Assignment: Copy the records that follow exactly as written, but not their pictures.

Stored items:
[Start of section]
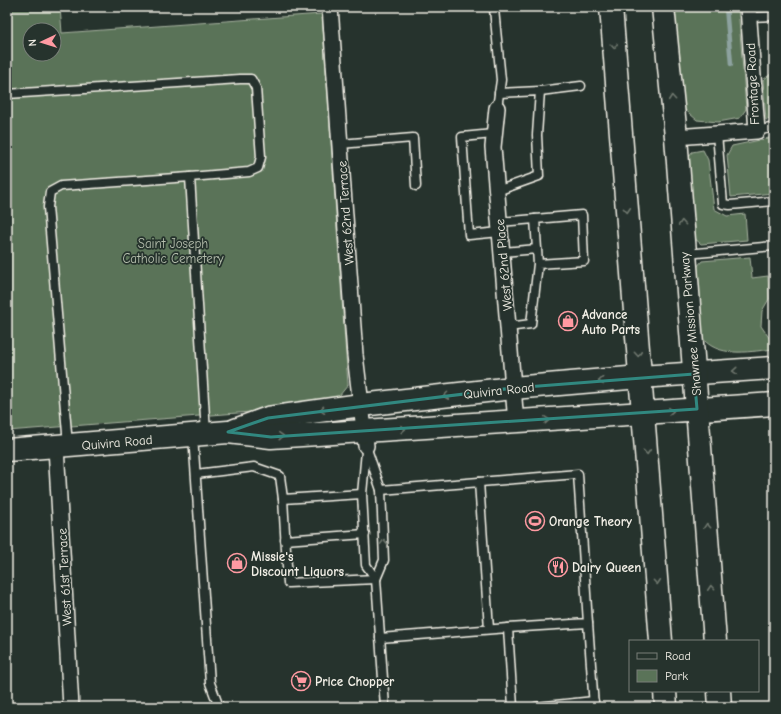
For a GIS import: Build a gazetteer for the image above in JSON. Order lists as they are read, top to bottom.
{
  "streets": {
    "main road": ["Shawnee Mission Parkway", "Quivira Road"],
    "street": [
      "Frontage Road",
      "West 62nd Terrace",
      "West 62nd Place",
      "West 61st Terrace"
    ]
  },
  "crossings": [
    ["Frontage Road", "Shawnee Mission Parkway"],
    ["West 62nd Terrace", "Quivira Road"],
    ["West 62nd Place", "Quivira Road"],
    ["Shawnee Mission Parkway", "Quivira Road"],
    ["Quivira Road", "West 61st Terrace"]
  ],
  "parks": ["Saint Joseph Catholic Cemetery"],
  "places": {
    "shop": ["Advance Auto Parts", "Missie's Discount Liquors"],
    "sports": ["Orange Theory"],
    "restaurant": ["Dairy Queen"],
    "supermarket": ["Price Chopper"]
  },
  "legend": ["Road", "Park"],
  "north": "left"
}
[End of section]
Written response:
For a GIS import: Build a gazetteer for the image above in JSON. Order lists as they are read, top to bottom.
{
  "streets": {
    "main road": ["Shawnee Mission Parkway", "Quivira Road"],
    "street": [
      "Frontage Road",
      "West 62nd Terrace",
      "West 62nd Place",
      "West 61st Terrace"
    ]
  },
  "crossings": [
    ["Frontage Road", "Shawnee Mission Parkway"],
    ["West 62nd Terrace", "Quivira Road"],
    ["West 62nd Place", "Quivira Road"],
    ["Shawnee Mission Parkway", "Quivira Road"],
    ["Quivira Road", "West 61st Terrace"]
  ],
  "parks": ["Saint Joseph Catholic Cemetery"],
  "places": {
    "shop": ["Advance Auto Parts", "Missie's Discount Liquors"],
    "sports": ["Orange Theory"],
    "restaurant": ["Dairy Queen"],
    "supermarket": ["Price Chopper"]
  },
  "legend": ["Road", "Park"],
  "north": "left"
}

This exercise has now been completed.